[TASK DESCRIPTION]: Repeat exactly the lines from the start of the records below through the line that contains "height:8px; margin:-4px; padding:0", including both.

╭──

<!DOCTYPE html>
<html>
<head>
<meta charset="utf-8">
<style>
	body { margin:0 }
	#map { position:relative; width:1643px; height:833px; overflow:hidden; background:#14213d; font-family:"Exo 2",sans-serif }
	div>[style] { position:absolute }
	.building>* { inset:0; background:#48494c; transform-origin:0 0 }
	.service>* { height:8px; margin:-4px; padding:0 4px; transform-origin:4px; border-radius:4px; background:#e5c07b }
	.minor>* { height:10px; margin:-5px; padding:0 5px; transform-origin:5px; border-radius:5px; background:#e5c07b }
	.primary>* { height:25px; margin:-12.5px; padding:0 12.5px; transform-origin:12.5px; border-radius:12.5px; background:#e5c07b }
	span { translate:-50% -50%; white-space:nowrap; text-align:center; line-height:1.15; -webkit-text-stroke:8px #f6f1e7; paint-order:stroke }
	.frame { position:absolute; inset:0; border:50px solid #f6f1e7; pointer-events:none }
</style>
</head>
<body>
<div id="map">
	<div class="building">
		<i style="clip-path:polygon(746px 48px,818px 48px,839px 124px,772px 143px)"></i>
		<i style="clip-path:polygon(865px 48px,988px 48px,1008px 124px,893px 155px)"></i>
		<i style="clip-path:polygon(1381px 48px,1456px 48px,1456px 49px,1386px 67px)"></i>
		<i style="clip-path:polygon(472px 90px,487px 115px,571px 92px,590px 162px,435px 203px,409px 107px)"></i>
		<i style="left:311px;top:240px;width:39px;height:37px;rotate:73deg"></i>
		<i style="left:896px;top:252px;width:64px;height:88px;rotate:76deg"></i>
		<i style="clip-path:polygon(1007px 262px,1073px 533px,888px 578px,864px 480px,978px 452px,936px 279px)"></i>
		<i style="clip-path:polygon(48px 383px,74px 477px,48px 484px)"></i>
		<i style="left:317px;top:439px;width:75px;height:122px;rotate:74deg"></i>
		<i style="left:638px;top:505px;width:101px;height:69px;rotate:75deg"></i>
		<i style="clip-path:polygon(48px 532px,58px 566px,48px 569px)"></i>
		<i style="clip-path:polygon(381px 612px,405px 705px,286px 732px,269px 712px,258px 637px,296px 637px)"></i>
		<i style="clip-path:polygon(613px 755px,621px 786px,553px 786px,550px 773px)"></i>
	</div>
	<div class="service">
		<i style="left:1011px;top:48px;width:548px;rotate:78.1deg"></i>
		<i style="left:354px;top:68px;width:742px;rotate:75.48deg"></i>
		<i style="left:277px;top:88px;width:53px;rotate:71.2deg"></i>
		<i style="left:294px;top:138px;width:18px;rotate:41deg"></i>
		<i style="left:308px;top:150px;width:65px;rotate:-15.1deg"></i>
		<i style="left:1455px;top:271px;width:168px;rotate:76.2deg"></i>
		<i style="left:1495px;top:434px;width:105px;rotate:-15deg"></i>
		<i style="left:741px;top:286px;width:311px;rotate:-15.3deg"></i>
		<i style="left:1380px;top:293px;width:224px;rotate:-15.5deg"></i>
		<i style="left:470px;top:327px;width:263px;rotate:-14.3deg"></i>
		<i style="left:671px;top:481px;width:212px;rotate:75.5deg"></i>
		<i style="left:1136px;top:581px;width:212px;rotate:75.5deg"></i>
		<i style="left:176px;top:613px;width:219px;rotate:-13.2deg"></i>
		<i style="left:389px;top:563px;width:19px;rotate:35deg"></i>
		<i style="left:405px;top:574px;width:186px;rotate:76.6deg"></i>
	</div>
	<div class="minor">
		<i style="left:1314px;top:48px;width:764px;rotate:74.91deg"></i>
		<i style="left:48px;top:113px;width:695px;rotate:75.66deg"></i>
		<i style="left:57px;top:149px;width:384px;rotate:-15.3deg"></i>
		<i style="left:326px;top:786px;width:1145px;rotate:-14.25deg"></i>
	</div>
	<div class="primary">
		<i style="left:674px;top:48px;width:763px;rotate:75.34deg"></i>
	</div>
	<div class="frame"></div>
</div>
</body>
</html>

╰──

[SOLUTION TO THIS PROBLEM]:
<!DOCTYPE html>
<html>
<head>
<meta charset="utf-8">
<style>
	body { margin:0 }
	#map { position:relative; width:1643px; height:833px; overflow:hidden; background:#14213d; font-family:"Exo 2",sans-serif }
	div>[style] { position:absolute }
	.building>* { inset:0; background:#48494c; transform-origin:0 0 }
	.service>* { height:8px; margin:-4px; padding:0 4px; transform-origin:4px; border-radius:4px; background:#e5c07b }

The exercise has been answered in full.